# Brief
Your answer is a copy of every line in the records where "civil" appears.

# Given records
--- START ---
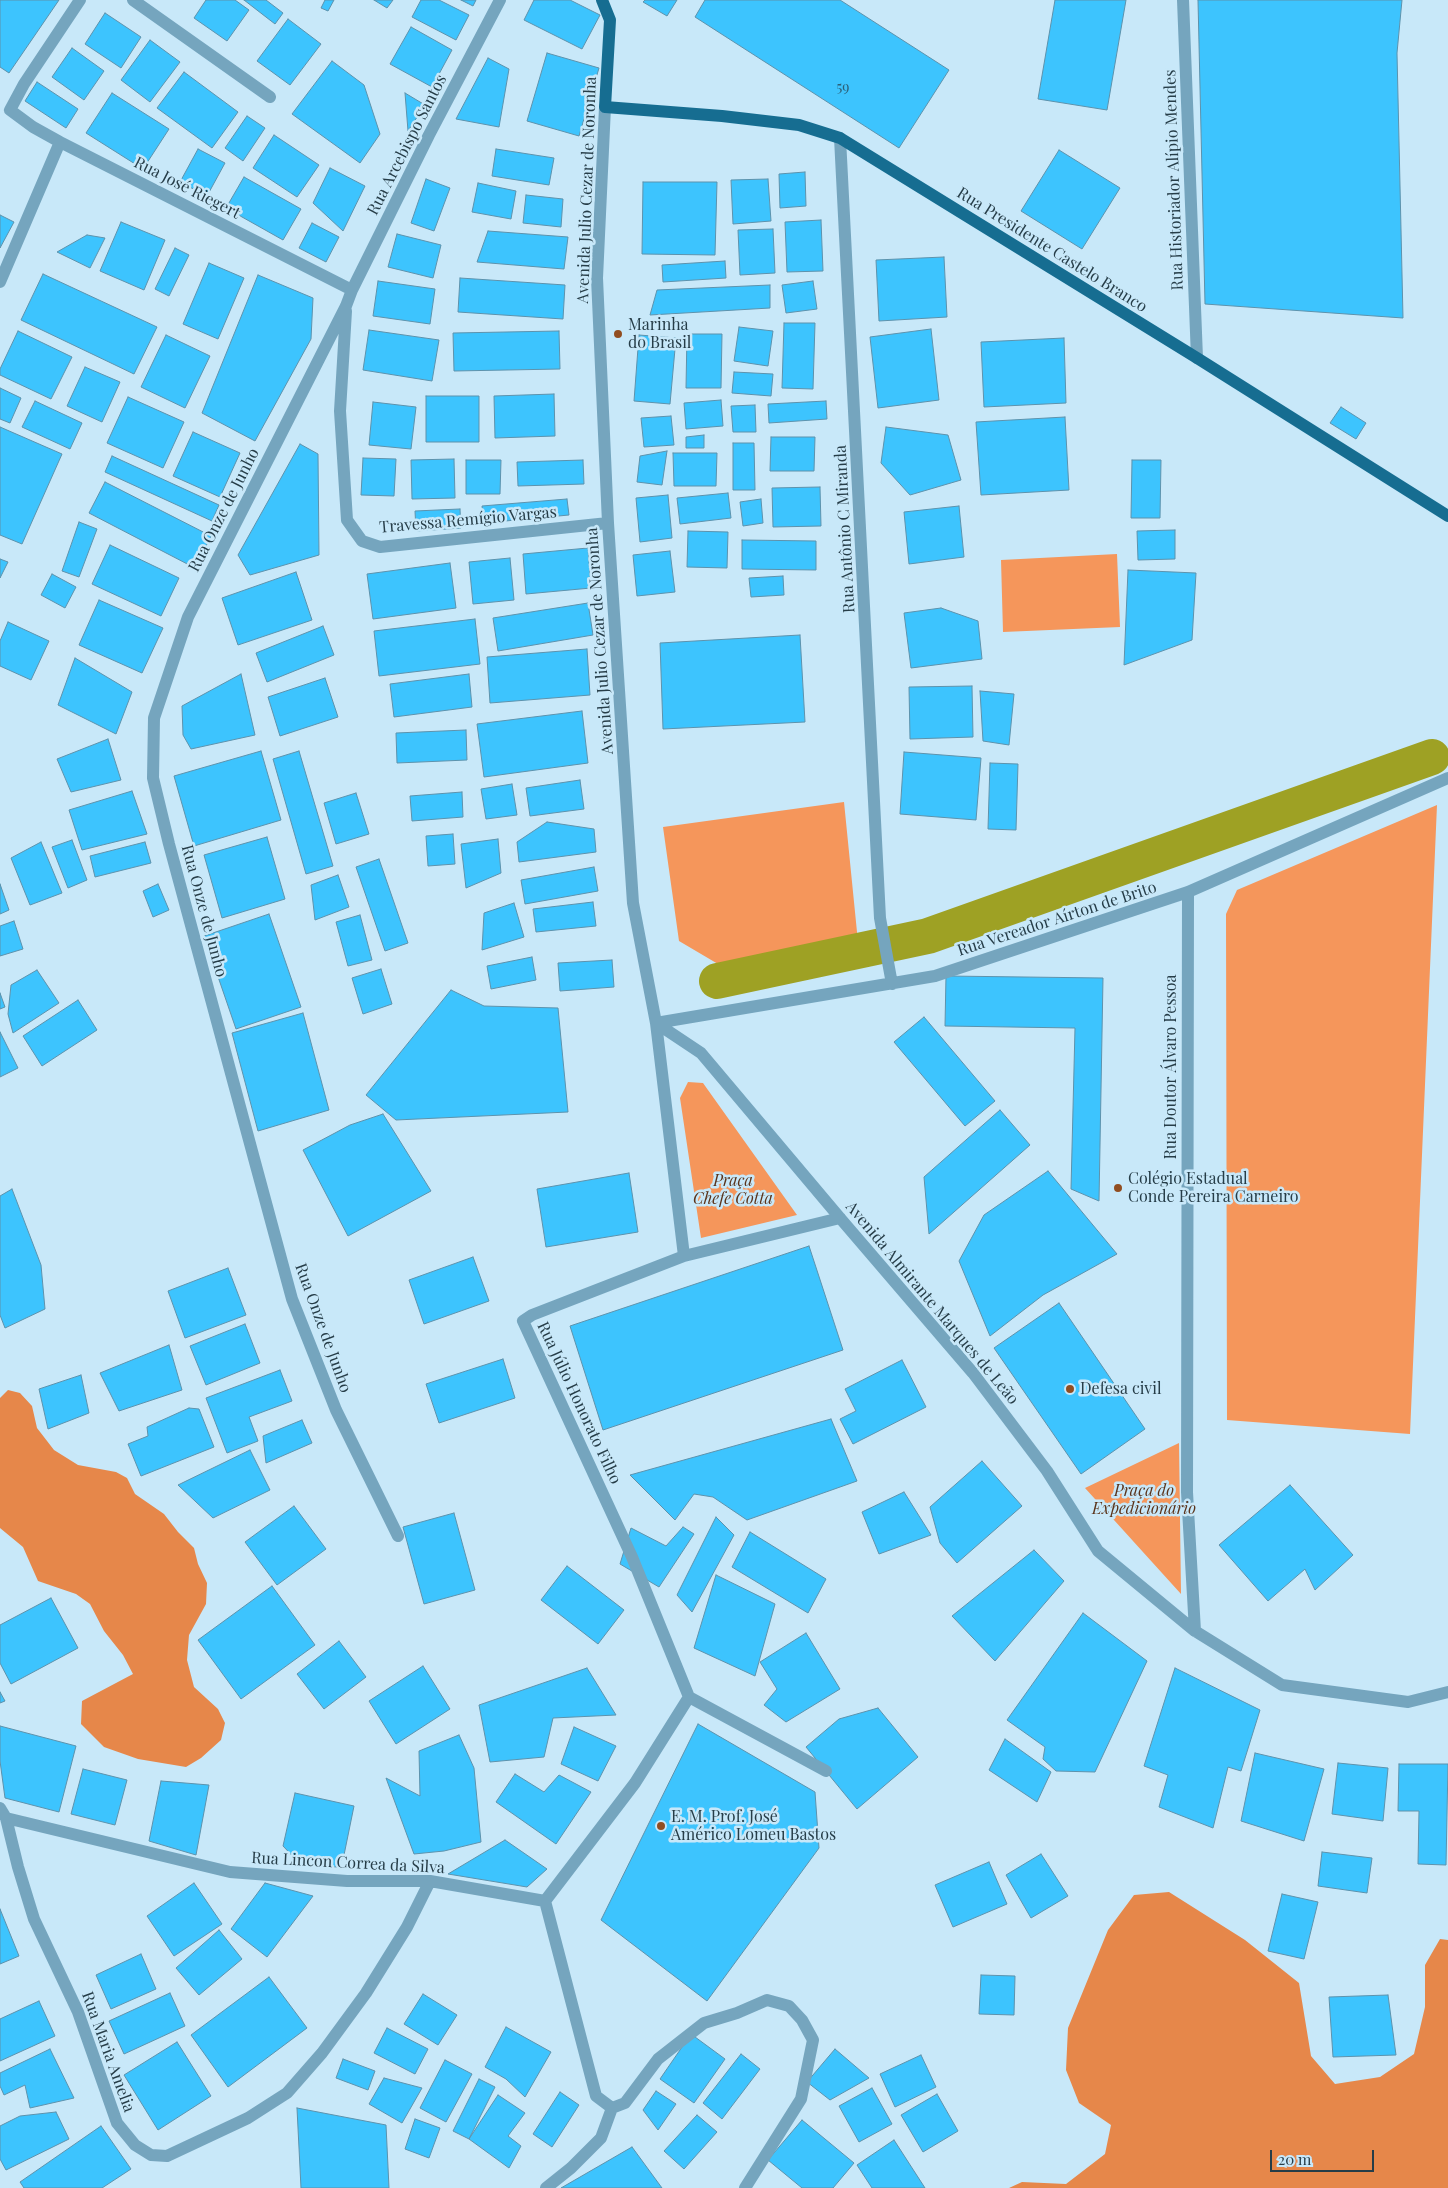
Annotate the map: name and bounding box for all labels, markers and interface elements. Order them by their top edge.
street label: Rua Historiador Alípio Mendes [1161,69,1187,291]
street label: Rua Arcebispo Santos [363,72,451,218]
street label: Avenida Julio Cezar de Noronha [573,76,601,304]
house number: 59 [837,80,849,96]
street label: Rua José Riegert [131,153,243,223]
street label: Rua Presidente Castelo Branco [953,183,1151,317]
place label: Marinha do Brasil [628,315,691,353]
marker: Marinha do Brasil [612,328,624,340]
street label: Rua Onze de Junho [185,445,263,575]
street label: Rua Antônio C Miranda [831,445,859,613]
street label: Travessa Remígio Vargas [379,503,557,537]
street label: Avenida Julio Cezar de Noronha [583,527,617,755]
street label: Rua Onze de Junho [177,843,231,979]
street label: Rua Vereador Aírton de Brito [955,878,1159,960]
street label: Rua Doutor Álvaro Pessoa [1161,974,1181,1160]
place label: Colégio Estadual Conde Pereira Carneiro [1128,1169,1299,1207]
park label: Praça Chefe Cotta [693,1171,773,1209]
marker: Colégio Estadual Conde Pereira Carneiro [1112,1182,1124,1194]
street label: Avenida Almirante Marques de Leão [841,1198,1023,1408]
street label: Rua Onze de Junho [291,1261,355,1395]
street label: Rua Júlio Honorato Filho [533,1319,625,1487]
place label: Defesa civil [1080,1379,1161,1399]
marker: Defesa civil [1064,1383,1076,1395]
park label: Praça do Expedicionário [1092,1481,1196,1519]
place label: E. M. Prof. José Américo Lomeu Bastos [671,1807,836,1845]
marker: E. M. Prof. José Américo Lomeu Bastos [655,1820,667,1832]
street label: Rua Lincon Correa da Silva [251,1848,445,1878]
street label: Rua Maria Amelia [77,1989,139,2115]
scale bar [1273,2140,1377,2172]
text: 20 m [1278,2149,1311,2169]

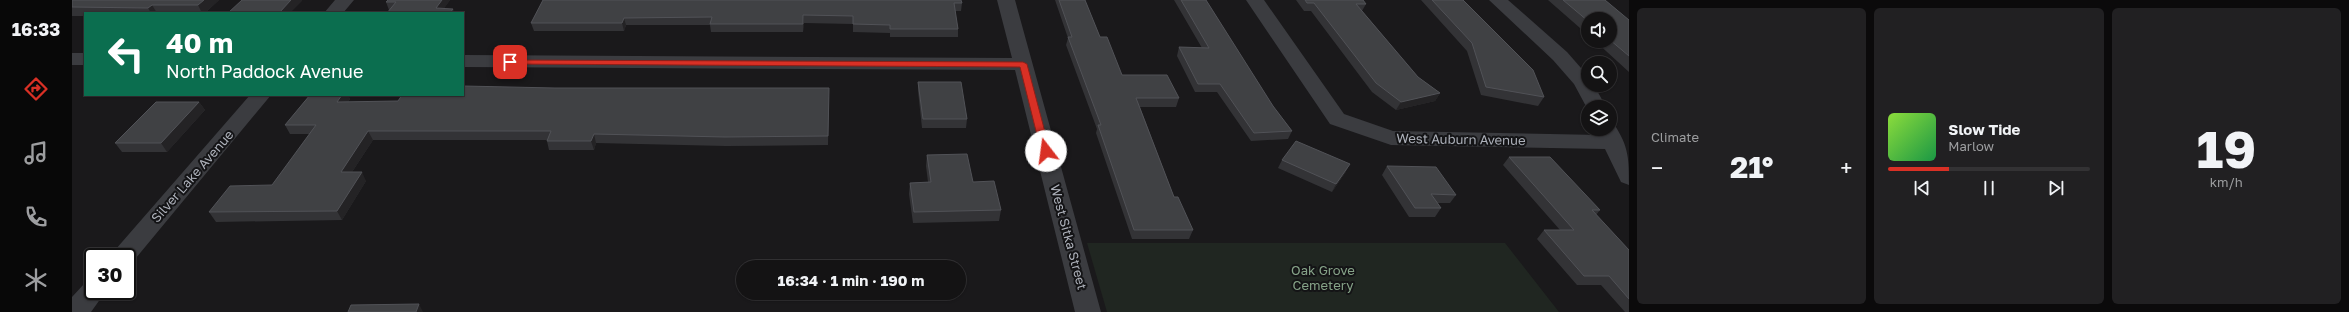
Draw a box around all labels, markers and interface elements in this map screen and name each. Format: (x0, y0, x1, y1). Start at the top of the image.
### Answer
map controls (1581, 12, 1617, 136)
button: sound (1581, 12, 1617, 48)
text: 16:33 (12, 18, 60, 40)
text: 40 m (166, 26, 233, 59)
icon: left (100, 28, 152, 80)
pin (493, 45, 527, 79)
icon: arrive (499, 51, 521, 73)
button: search (1581, 56, 1617, 92)
text: North Paddock Avenue (166, 60, 363, 82)
icon: directions (22, 75, 50, 103)
button: layers (1581, 100, 1617, 136)
text: 19 (2196, 117, 2256, 179)
text: Slow Tide (1948, 120, 2020, 138)
street label: Silver Lake Avenue (148, 127, 236, 225)
text: Climate (1651, 129, 1699, 145)
position arrow (1025, 130, 1067, 172)
street label: West Auburn Avenue (1396, 130, 1526, 148)
text: Marlow (1948, 138, 1994, 154)
icon: music (22, 139, 50, 167)
text: 21° (1730, 149, 1773, 185)
text: − (1651, 154, 1663, 181)
text: + (1840, 154, 1852, 181)
text: km/h (2210, 174, 2243, 190)
icon: previous (1911, 177, 1933, 199)
icon: pause (1978, 177, 2000, 199)
icon: next (2045, 177, 2067, 199)
street label: West Sitka Street (1047, 183, 1091, 291)
icon: phone (22, 203, 50, 231)
speed limit sign: 30 (84, 248, 136, 300)
park label: Oak Grove Cemetery (1291, 262, 1355, 293)
icon: climate (22, 266, 50, 294)
text: 16:34 · 1 min · 190 m (778, 271, 924, 289)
--- END ---
# Response to this task
place label: Defesa civil [1080,1379,1161,1399]
marker: Defesa civil [1064,1383,1076,1395]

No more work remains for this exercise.